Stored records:
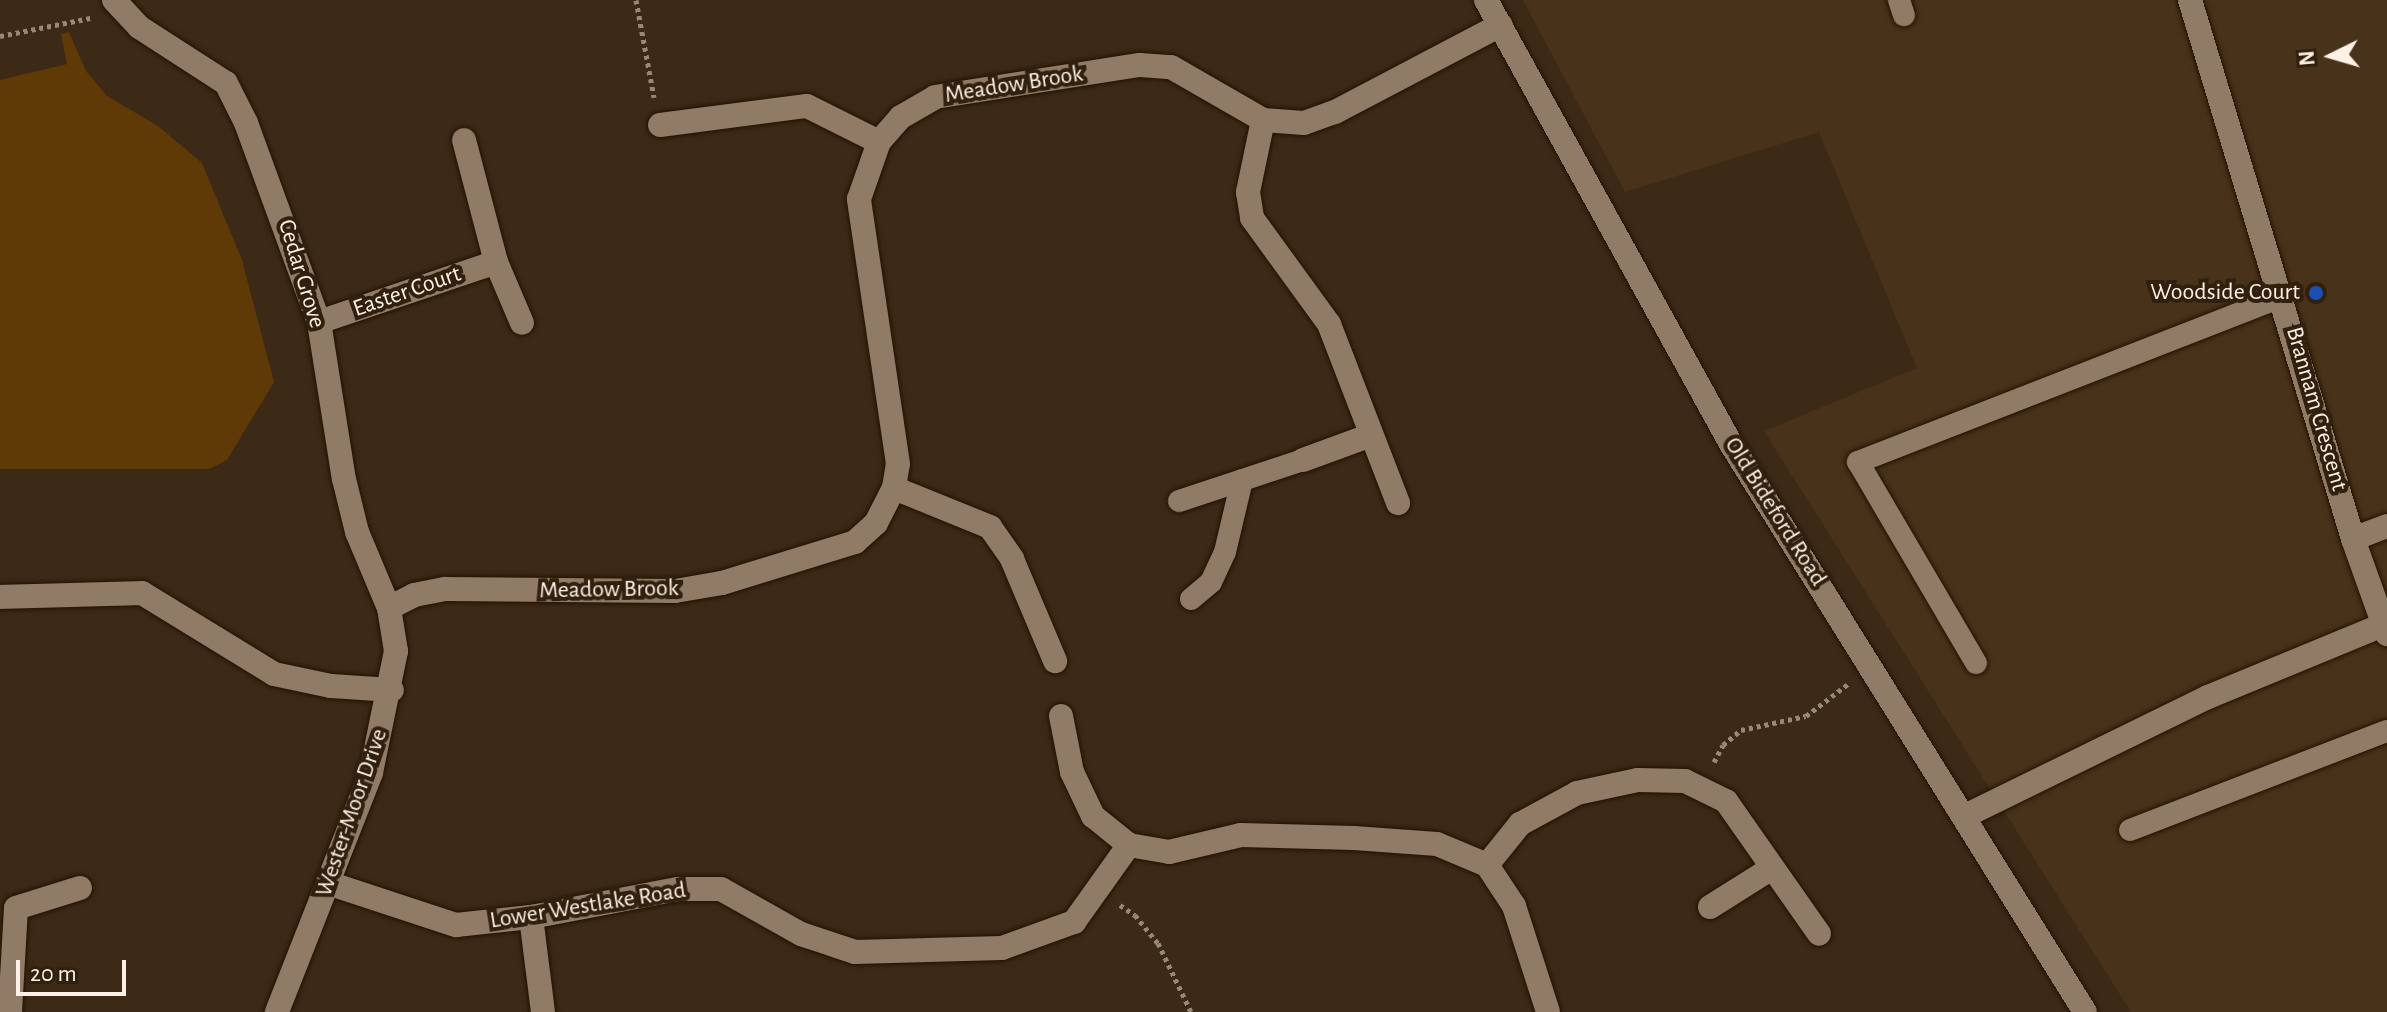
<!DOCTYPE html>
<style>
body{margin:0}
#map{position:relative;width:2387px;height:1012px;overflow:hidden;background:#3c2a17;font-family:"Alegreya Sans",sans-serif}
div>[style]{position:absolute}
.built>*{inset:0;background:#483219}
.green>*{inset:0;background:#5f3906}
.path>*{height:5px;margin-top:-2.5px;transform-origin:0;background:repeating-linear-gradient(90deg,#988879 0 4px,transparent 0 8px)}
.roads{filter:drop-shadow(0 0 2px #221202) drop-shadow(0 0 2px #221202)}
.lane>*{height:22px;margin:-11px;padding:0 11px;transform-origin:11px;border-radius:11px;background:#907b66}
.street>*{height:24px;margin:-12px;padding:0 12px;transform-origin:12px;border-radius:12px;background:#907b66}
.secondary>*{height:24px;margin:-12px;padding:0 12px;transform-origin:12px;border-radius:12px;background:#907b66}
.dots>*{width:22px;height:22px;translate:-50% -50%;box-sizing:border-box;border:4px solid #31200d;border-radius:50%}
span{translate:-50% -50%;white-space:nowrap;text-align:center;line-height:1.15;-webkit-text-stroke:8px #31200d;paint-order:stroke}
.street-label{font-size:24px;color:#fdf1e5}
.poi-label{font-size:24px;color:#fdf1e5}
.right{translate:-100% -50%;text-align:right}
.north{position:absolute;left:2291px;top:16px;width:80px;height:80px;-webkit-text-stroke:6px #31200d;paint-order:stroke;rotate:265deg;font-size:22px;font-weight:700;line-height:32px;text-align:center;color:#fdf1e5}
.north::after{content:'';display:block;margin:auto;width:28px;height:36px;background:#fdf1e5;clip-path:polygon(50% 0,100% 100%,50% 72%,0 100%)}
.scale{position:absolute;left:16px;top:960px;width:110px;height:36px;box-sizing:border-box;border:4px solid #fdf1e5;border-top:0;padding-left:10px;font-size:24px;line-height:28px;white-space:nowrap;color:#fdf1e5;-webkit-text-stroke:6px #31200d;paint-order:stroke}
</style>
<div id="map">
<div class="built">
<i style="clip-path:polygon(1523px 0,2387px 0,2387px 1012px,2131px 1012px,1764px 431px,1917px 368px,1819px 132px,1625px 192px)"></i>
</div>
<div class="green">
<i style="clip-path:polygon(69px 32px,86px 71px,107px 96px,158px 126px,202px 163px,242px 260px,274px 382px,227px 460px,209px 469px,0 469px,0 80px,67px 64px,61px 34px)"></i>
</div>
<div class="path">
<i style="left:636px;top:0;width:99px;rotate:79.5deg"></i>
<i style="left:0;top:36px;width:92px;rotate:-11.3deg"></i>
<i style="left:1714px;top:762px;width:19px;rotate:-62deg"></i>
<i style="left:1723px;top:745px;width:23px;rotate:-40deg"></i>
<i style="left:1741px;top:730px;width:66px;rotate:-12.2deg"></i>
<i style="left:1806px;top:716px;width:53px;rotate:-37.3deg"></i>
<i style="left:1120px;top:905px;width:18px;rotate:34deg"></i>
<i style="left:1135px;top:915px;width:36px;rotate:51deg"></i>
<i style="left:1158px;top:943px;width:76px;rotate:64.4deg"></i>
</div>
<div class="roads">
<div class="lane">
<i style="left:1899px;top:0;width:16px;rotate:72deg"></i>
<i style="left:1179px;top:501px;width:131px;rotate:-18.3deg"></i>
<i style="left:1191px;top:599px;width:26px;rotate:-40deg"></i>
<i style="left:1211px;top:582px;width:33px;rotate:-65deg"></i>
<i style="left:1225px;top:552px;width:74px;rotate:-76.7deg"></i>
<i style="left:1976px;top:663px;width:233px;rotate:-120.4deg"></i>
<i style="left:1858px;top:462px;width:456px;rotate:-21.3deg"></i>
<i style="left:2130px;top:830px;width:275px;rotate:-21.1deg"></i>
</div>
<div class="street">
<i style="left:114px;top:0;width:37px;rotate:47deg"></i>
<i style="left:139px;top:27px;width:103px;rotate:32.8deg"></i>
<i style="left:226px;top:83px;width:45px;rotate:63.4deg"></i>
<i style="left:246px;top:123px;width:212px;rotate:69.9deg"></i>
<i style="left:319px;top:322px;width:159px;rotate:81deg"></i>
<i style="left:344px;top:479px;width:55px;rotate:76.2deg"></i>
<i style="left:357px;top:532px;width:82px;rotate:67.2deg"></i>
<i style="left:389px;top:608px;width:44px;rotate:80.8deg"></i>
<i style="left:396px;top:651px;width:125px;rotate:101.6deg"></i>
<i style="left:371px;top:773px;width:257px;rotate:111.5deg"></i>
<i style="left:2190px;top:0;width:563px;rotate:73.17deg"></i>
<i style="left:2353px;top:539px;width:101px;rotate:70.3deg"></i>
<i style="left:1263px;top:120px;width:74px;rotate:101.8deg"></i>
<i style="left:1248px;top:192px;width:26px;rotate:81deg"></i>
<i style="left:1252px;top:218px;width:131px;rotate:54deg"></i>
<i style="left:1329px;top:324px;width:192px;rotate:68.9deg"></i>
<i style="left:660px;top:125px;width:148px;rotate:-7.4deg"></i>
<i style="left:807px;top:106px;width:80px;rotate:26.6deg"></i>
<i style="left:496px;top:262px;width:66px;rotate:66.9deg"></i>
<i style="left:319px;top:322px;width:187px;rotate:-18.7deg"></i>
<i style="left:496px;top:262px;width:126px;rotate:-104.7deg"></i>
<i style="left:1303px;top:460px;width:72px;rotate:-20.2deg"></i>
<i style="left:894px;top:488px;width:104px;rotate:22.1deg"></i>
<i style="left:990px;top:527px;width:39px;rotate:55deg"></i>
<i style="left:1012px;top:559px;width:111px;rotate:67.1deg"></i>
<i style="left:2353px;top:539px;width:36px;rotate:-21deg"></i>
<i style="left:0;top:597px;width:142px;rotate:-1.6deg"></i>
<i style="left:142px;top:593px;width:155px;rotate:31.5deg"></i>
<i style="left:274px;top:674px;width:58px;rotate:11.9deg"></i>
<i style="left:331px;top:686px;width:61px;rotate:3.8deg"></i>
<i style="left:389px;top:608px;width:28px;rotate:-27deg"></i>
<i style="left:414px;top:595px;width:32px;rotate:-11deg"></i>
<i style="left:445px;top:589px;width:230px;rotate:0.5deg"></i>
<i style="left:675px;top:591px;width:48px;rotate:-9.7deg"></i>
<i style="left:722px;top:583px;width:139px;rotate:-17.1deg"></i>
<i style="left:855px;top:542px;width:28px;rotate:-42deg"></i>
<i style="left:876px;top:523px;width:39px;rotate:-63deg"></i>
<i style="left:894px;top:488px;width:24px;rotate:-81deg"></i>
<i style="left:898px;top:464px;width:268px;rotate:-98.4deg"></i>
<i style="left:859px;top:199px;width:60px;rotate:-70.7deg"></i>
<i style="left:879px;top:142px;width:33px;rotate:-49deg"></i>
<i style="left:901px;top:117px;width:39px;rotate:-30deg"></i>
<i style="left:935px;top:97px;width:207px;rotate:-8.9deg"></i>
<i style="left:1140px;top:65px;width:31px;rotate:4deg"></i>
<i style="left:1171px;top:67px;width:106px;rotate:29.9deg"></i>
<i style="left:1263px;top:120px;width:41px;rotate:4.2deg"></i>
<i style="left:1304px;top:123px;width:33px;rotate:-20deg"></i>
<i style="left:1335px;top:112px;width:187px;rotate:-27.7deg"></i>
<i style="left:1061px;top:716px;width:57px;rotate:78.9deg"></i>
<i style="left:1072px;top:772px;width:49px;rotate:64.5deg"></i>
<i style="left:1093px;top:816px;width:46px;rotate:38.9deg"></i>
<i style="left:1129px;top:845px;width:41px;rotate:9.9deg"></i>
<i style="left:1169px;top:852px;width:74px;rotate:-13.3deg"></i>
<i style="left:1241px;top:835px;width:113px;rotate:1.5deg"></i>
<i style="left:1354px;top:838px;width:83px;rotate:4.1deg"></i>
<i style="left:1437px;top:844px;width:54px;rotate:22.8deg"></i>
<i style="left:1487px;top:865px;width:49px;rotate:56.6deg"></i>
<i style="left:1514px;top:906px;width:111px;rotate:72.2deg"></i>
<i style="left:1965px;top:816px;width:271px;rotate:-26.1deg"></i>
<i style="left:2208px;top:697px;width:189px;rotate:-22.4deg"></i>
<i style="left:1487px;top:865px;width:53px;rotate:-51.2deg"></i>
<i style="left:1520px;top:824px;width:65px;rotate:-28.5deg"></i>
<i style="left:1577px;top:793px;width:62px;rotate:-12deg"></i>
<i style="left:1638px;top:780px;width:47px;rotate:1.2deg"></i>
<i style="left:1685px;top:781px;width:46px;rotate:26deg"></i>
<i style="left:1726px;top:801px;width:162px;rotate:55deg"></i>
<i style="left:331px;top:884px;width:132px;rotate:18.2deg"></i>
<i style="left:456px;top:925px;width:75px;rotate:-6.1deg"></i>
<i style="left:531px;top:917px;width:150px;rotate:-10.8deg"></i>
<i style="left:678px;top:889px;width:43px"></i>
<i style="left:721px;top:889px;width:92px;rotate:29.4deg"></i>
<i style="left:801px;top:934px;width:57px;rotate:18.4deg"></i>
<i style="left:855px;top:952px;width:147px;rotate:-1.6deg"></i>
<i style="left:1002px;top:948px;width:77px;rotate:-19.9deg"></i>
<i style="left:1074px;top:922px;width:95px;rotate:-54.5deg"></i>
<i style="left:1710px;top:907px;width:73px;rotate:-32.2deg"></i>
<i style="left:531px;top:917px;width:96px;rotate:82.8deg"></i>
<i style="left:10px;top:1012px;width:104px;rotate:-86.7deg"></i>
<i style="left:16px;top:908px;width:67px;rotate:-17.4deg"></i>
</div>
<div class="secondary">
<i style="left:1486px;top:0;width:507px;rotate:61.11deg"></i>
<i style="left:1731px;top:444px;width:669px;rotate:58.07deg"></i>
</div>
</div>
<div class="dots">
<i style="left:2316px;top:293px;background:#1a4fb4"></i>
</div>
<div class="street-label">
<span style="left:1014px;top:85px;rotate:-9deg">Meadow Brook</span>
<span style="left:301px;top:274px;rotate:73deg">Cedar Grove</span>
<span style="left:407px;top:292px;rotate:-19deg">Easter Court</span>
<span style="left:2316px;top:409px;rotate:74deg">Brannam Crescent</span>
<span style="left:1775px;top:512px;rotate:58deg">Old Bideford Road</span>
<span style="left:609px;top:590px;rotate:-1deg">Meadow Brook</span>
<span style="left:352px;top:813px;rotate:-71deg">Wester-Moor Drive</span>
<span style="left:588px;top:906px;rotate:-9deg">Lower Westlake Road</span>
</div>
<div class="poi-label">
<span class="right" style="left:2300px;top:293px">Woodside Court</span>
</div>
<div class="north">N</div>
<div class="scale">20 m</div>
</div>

Your assignment —
Give again, word for word, every line from the top of the data above to the line holding "2px #221202) drop-shadow(0", inclusive, with the pictures left out.

Task result —
<!DOCTYPE html>
<style>
body{margin:0}
#map{position:relative;width:2387px;height:1012px;overflow:hidden;background:#3c2a17;font-family:"Alegreya Sans",sans-serif}
div>[style]{position:absolute}
.built>*{inset:0;background:#483219}
.green>*{inset:0;background:#5f3906}
.path>*{height:5px;margin-top:-2.5px;transform-origin:0;background:repeating-linear-gradient(90deg,#988879 0 4px,transparent 0 8px)}
.roads{filter:drop-shadow(0 0 2px #221202) drop-shadow(0 0 2px #221202)}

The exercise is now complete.